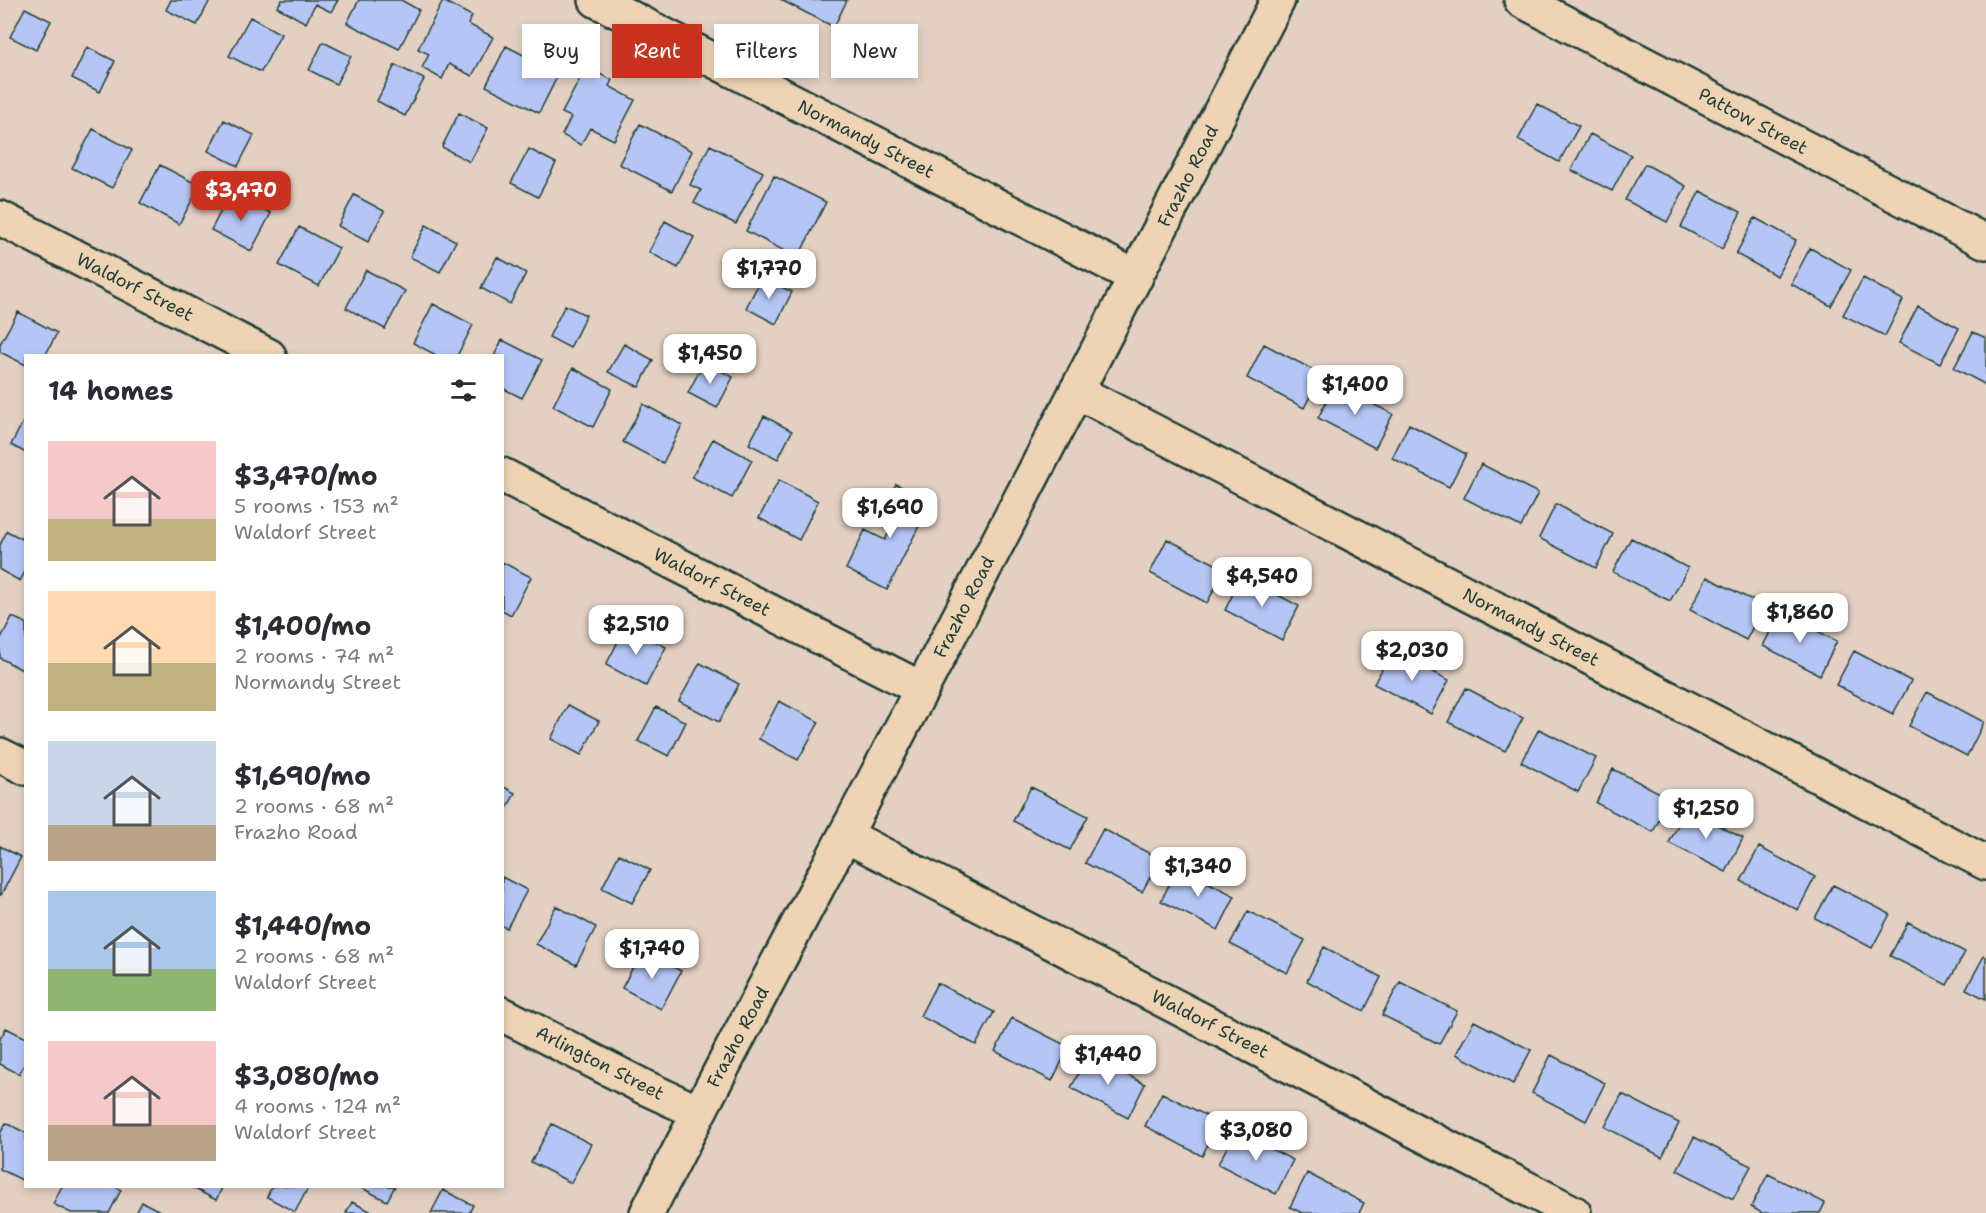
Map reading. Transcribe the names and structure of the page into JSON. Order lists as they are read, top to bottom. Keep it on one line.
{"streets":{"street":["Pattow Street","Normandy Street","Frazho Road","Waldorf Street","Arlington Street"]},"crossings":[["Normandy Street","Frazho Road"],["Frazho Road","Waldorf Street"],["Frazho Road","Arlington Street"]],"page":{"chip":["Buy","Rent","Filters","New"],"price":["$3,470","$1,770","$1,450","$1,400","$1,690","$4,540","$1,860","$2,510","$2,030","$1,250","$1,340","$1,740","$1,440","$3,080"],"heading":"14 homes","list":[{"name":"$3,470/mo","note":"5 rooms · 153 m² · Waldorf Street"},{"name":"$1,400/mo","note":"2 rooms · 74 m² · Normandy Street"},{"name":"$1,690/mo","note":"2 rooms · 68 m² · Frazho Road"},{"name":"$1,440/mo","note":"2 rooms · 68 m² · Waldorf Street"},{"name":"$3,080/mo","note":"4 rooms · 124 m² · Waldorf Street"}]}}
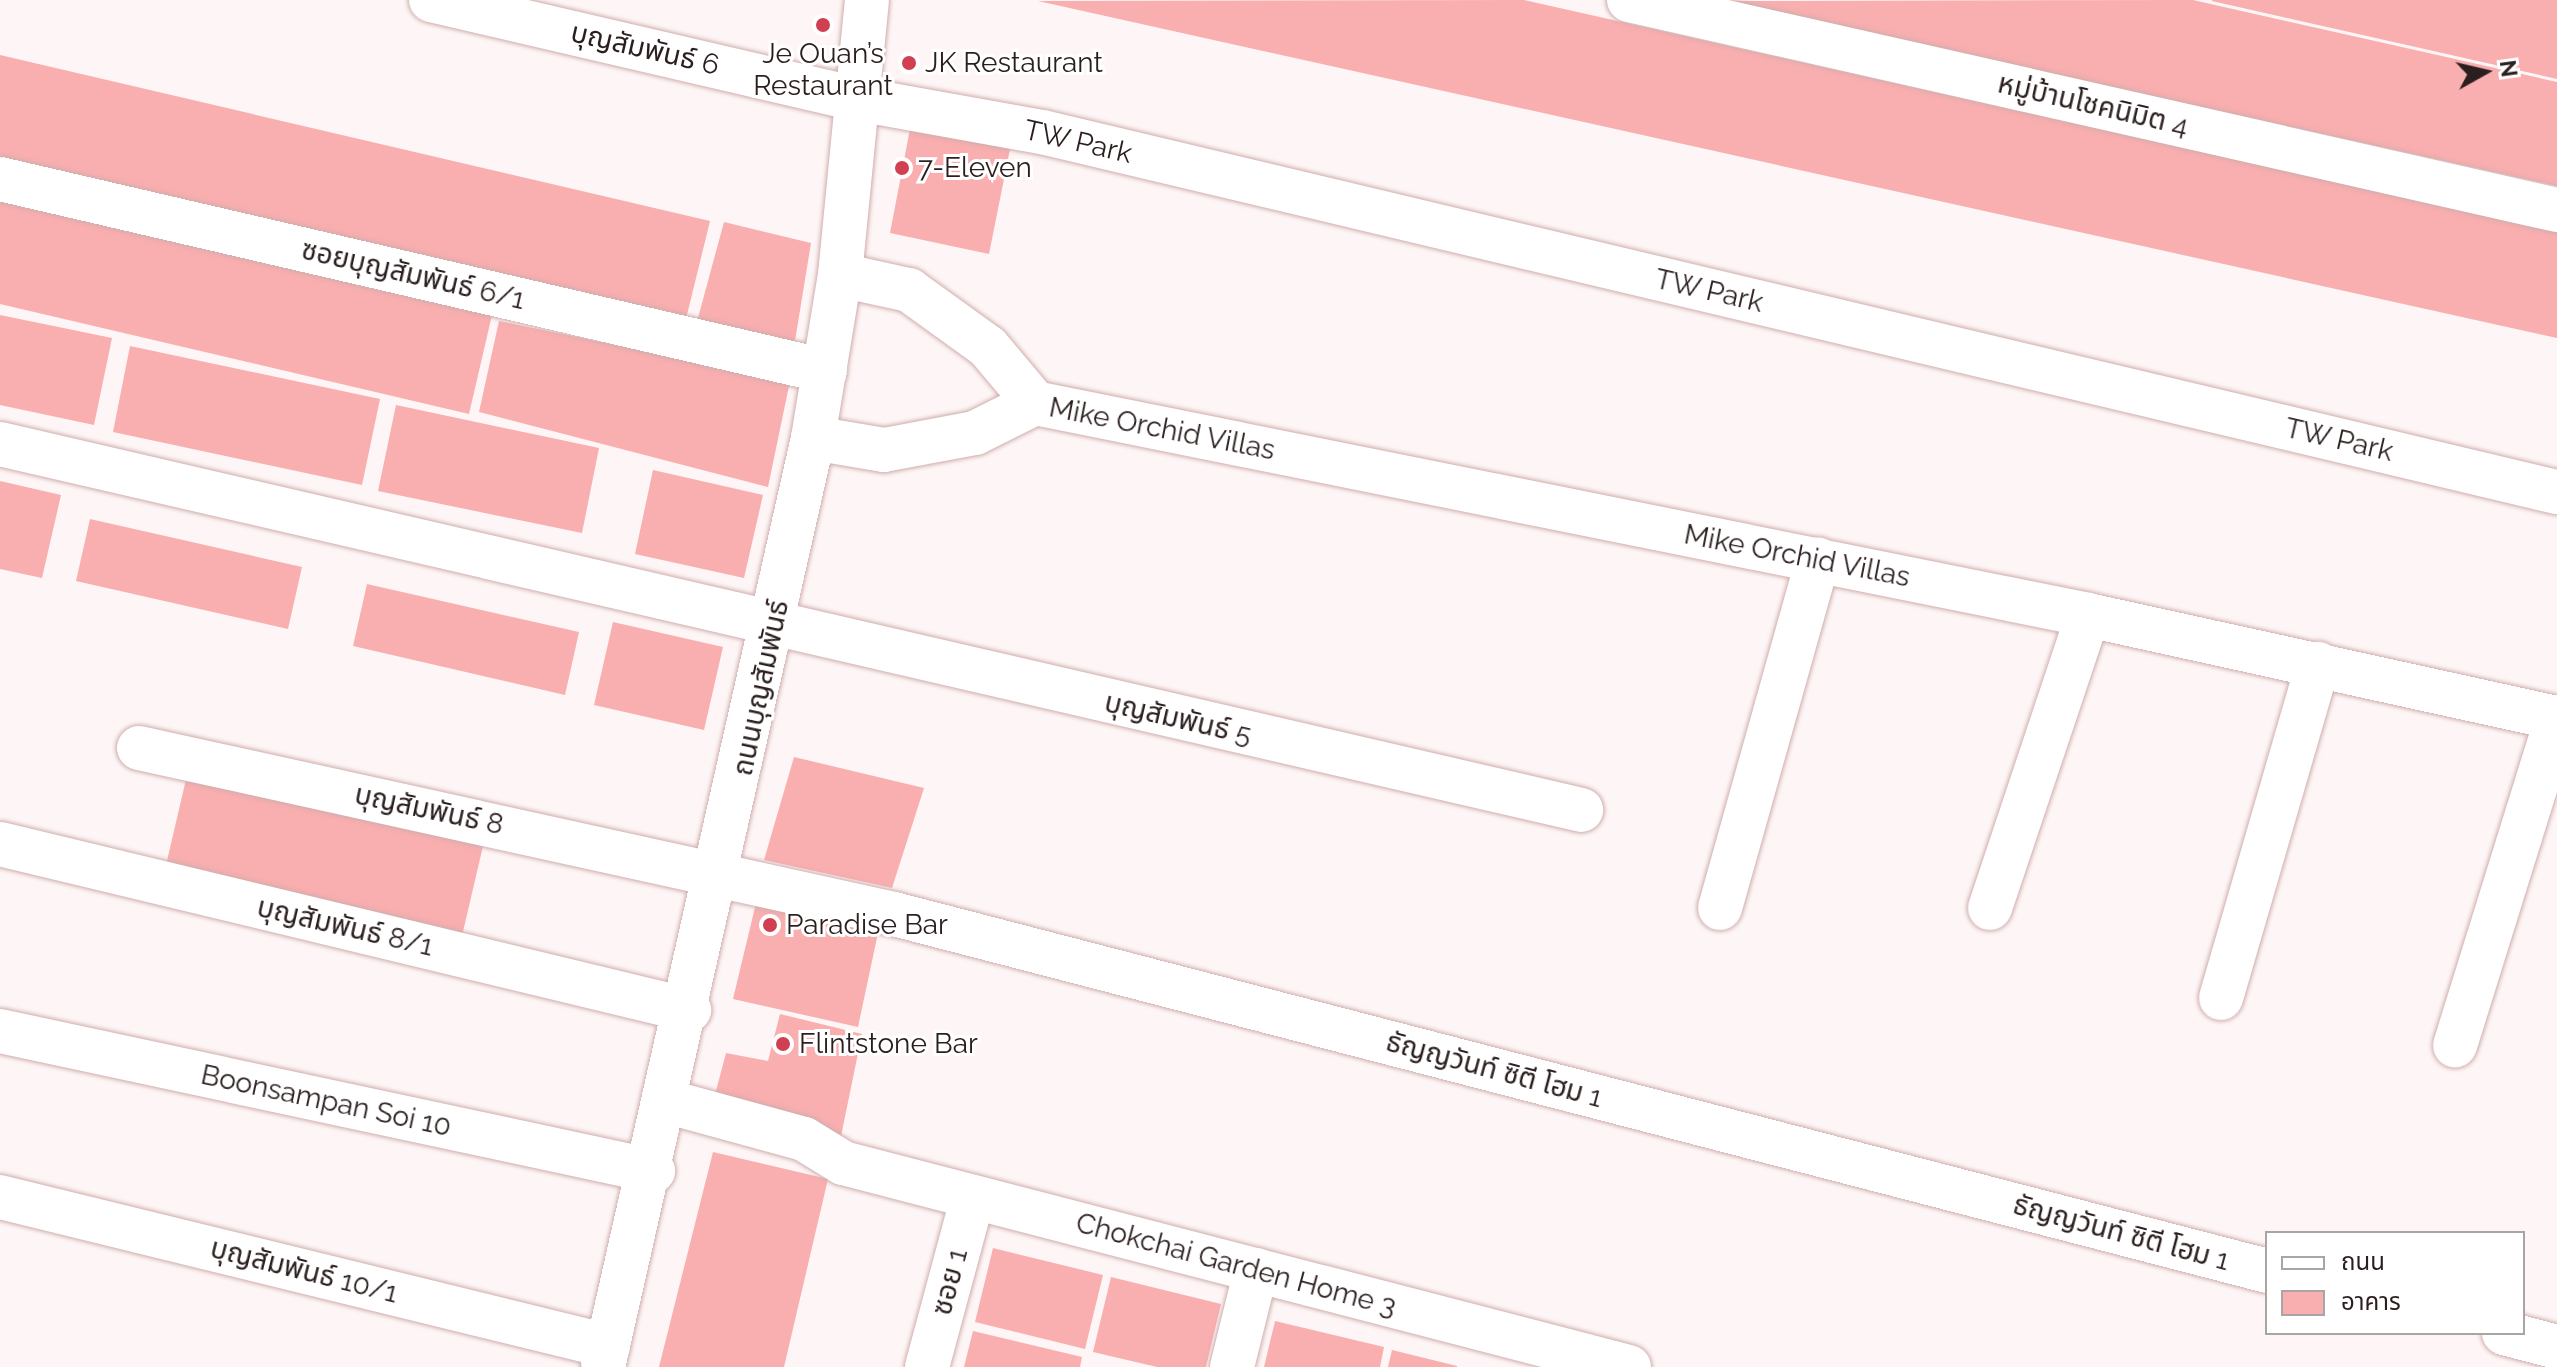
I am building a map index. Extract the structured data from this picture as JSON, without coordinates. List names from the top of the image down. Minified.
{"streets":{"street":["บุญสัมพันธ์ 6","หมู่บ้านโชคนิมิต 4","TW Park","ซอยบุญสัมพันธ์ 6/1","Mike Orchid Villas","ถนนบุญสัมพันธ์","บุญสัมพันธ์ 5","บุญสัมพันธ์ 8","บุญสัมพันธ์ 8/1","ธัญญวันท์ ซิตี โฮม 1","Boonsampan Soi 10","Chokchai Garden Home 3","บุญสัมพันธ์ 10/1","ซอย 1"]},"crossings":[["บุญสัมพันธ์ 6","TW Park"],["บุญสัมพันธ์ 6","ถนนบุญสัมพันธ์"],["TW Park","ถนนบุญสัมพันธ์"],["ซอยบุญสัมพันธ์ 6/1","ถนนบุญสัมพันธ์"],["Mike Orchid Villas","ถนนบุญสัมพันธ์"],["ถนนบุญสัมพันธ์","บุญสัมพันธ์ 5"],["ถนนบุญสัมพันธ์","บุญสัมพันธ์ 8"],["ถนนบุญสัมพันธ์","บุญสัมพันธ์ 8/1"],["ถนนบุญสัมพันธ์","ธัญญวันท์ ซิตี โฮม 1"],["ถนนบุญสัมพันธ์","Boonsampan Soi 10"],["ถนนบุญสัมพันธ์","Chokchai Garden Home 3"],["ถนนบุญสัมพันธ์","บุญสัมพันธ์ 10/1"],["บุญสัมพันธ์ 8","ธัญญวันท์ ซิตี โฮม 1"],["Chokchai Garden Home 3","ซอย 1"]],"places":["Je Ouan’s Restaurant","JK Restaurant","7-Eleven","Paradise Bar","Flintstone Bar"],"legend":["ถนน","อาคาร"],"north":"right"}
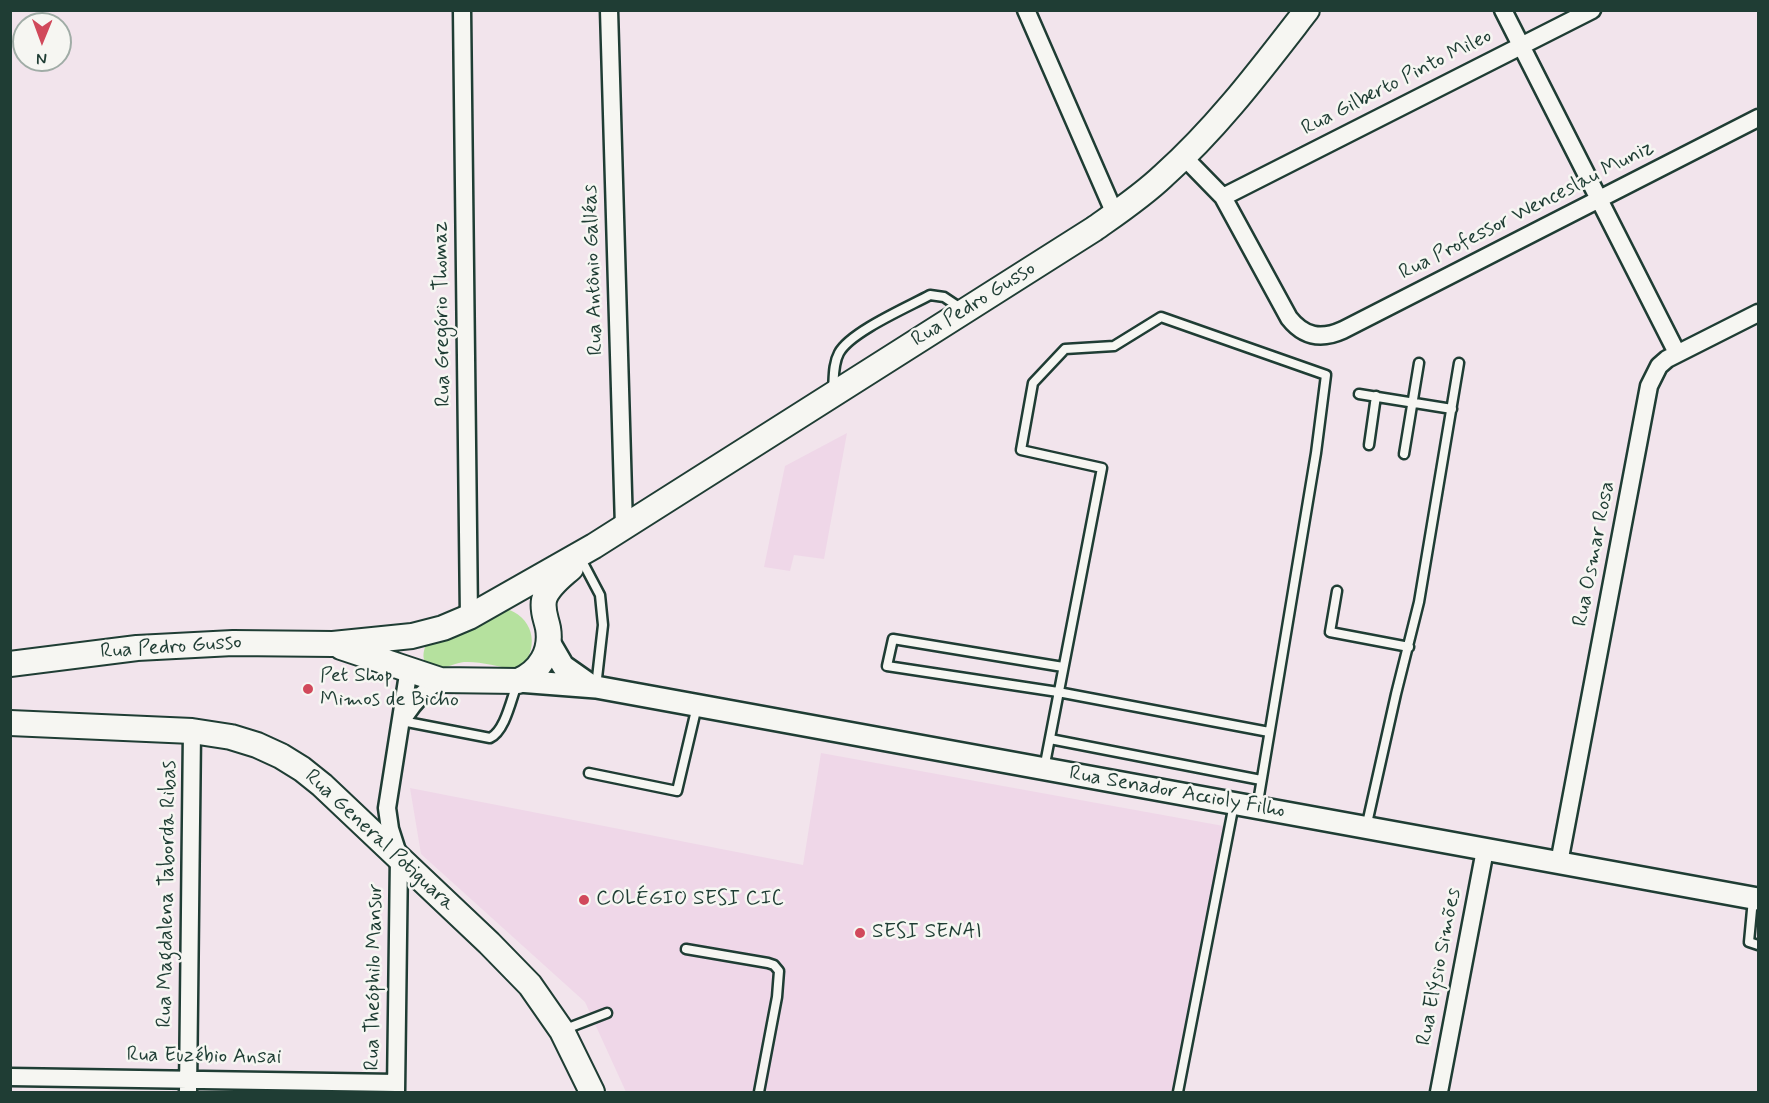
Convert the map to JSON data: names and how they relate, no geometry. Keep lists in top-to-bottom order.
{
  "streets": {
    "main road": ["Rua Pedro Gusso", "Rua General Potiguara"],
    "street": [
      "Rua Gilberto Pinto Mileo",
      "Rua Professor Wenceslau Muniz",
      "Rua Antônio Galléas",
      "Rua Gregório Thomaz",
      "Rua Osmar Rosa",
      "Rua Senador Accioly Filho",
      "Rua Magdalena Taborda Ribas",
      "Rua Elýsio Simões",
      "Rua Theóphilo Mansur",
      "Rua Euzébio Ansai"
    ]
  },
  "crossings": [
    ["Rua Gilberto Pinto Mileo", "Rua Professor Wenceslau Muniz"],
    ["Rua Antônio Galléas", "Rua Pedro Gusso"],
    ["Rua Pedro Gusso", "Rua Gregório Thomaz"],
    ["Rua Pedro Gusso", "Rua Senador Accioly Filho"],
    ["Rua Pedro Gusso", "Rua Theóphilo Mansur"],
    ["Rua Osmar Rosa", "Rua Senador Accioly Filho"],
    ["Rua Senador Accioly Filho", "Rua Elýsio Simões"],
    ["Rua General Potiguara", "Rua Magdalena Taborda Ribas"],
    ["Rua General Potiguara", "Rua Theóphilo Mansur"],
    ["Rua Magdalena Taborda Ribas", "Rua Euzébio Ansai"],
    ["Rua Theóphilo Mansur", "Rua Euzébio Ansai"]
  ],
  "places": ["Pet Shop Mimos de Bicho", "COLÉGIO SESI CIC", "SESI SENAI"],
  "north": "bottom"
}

§ TASK TO CARRY OUT
Each record must be set down again without alteration, and no picture may be carried over.

§ RESULT
Map reading. Transcribe the names and structure of the page into JSON. Order lists as they are read, top to bottom. Keep it on one line.
{"streets":{"street":["Pattow Street","Normandy Street","Frazho Road","Waldorf Street","Arlington Street"]},"crossings":[["Normandy Street","Frazho Road"],["Frazho Road","Waldorf Street"],["Frazho Road","Arlington Street"]],"page":{"chip":["Buy","Rent","Filters","New"],"price":["$3,470","$1,770","$1,450","$1,400","$1,690","$4,540","$1,860","$2,510","$2,030","$1,250","$1,340","$1,740","$1,440","$3,080"],"heading":"14 homes","list":[{"name":"$3,470/mo","note":"5 rooms · 153 m² · Waldorf Street"},{"name":"$1,400/mo","note":"2 rooms · 74 m² · Normandy Street"},{"name":"$1,690/mo","note":"2 rooms · 68 m² · Frazho Road"},{"name":"$1,440/mo","note":"2 rooms · 68 m² · Waldorf Street"},{"name":"$3,080/mo","note":"4 rooms · 124 m² · Waldorf Street"}]}}
I am building a map index. Extract the structured data from this picture as JSON, without coordinates. List names from the top of the image down. Minified.
{"streets":{"street":["บุญสัมพันธ์ 6","หมู่บ้านโชคนิมิต 4","TW Park","ซอยบุญสัมพันธ์ 6/1","Mike Orchid Villas","ถนนบุญสัมพันธ์","บุญสัมพันธ์ 5","บุญสัมพันธ์ 8","บุญสัมพันธ์ 8/1","ธัญญวันท์ ซิตี โฮม 1","Boonsampan Soi 10","Chokchai Garden Home 3","บุญสัมพันธ์ 10/1","ซอย 1"]},"crossings":[["บุญสัมพันธ์ 6","TW Park"],["บุญสัมพันธ์ 6","ถนนบุญสัมพันธ์"],["TW Park","ถนนบุญสัมพันธ์"],["ซอยบุญสัมพันธ์ 6/1","ถนนบุญสัมพันธ์"],["Mike Orchid Villas","ถนนบุญสัมพันธ์"],["ถนนบุญสัมพันธ์","บุญสัมพันธ์ 5"],["ถนนบุญสัมพันธ์","บุญสัมพันธ์ 8"],["ถนนบุญสัมพันธ์","บุญสัมพันธ์ 8/1"],["ถนนบุญสัมพันธ์","ธัญญวันท์ ซิตี โฮม 1"],["ถนนบุญสัมพันธ์","Boonsampan Soi 10"],["ถนนบุญสัมพันธ์","Chokchai Garden Home 3"],["ถนนบุญสัมพันธ์","บุญสัมพันธ์ 10/1"],["บุญสัมพันธ์ 8","ธัญญวันท์ ซิตี โฮม 1"],["Chokchai Garden Home 3","ซอย 1"]],"places":["Je Ouan’s Restaurant","JK Restaurant","7-Eleven","Paradise Bar","Flintstone Bar"],"legend":["ถนน","อาคาร"],"north":"right"}
Convert the map to JSON data: names and how they relate, no geometry. Keep lists in top-to-bottom order.
{
  "streets": {
    "main road": ["Rua Pedro Gusso", "Rua General Potiguara"],
    "street": [
      "Rua Gilberto Pinto Mileo",
      "Rua Professor Wenceslau Muniz",
      "Rua Antônio Galléas",
      "Rua Gregório Thomaz",
      "Rua Osmar Rosa",
      "Rua Senador Accioly Filho",
      "Rua Magdalena Taborda Ribas",
      "Rua Elýsio Simões",
      "Rua Theóphilo Mansur",
      "Rua Euzébio Ansai"
    ]
  },
  "crossings": [
    ["Rua Gilberto Pinto Mileo", "Rua Professor Wenceslau Muniz"],
    ["Rua Antônio Galléas", "Rua Pedro Gusso"],
    ["Rua Pedro Gusso", "Rua Gregório Thomaz"],
    ["Rua Pedro Gusso", "Rua Senador Accioly Filho"],
    ["Rua Pedro Gusso", "Rua Theóphilo Mansur"],
    ["Rua Osmar Rosa", "Rua Senador Accioly Filho"],
    ["Rua Senador Accioly Filho", "Rua Elýsio Simões"],
    ["Rua General Potiguara", "Rua Magdalena Taborda Ribas"],
    ["Rua General Potiguara", "Rua Theóphilo Mansur"],
    ["Rua Magdalena Taborda Ribas", "Rua Euzébio Ansai"],
    ["Rua Theóphilo Mansur", "Rua Euzébio Ansai"]
  ],
  "places": ["Pet Shop Mimos de Bicho", "COLÉGIO SESI CIC", "SESI SENAI"],
  "north": "bottom"
}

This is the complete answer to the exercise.